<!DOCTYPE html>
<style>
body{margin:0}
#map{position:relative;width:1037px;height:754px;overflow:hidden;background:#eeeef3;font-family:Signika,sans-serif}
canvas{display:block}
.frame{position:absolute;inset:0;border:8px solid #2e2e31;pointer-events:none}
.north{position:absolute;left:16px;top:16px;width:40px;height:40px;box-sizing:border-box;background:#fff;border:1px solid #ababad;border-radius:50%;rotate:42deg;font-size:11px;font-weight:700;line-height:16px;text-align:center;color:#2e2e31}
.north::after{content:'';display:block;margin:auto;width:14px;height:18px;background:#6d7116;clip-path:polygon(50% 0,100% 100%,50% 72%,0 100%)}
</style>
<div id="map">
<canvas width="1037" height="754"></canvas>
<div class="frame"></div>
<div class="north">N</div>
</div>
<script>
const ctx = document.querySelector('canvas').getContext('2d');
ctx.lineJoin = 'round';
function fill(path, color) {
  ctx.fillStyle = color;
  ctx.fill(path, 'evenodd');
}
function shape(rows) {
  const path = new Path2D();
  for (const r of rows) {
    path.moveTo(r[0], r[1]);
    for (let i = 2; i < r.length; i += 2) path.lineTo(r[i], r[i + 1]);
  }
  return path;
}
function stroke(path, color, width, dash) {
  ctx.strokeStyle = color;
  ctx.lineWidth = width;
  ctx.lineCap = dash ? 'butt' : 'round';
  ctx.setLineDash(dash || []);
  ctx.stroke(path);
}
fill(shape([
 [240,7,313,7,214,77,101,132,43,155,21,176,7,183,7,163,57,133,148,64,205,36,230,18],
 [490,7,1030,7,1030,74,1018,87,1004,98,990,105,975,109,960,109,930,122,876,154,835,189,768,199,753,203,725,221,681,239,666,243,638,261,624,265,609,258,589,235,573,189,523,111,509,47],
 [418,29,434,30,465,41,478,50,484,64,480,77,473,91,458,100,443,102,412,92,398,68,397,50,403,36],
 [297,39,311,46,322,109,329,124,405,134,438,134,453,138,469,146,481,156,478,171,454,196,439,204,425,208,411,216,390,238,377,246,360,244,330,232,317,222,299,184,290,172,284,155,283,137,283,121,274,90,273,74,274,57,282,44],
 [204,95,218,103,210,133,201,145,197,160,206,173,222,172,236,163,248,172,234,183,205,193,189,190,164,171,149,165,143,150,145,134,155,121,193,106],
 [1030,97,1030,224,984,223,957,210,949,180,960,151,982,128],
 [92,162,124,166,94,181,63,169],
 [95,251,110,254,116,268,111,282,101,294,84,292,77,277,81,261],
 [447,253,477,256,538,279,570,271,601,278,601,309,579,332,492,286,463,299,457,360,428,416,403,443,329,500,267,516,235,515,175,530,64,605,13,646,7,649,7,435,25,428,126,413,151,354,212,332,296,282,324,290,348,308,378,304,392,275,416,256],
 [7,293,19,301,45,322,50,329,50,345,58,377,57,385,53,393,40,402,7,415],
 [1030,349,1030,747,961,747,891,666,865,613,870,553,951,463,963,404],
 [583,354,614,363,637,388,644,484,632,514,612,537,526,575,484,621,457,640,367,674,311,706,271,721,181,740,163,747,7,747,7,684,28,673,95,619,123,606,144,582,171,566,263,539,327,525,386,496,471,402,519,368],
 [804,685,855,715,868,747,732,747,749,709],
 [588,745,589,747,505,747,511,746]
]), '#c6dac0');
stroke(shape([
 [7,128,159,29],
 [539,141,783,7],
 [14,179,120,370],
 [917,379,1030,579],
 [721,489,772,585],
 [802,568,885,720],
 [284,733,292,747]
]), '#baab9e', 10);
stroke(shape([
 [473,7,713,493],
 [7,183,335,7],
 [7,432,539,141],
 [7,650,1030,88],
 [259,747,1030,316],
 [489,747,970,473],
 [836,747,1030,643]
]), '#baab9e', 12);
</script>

-----

INSTRUCTIONS TO FOLLOW - In the listing above, find every line with the string "dash" and state how many there are, with no other words.

THE COMPLETED TASK - 3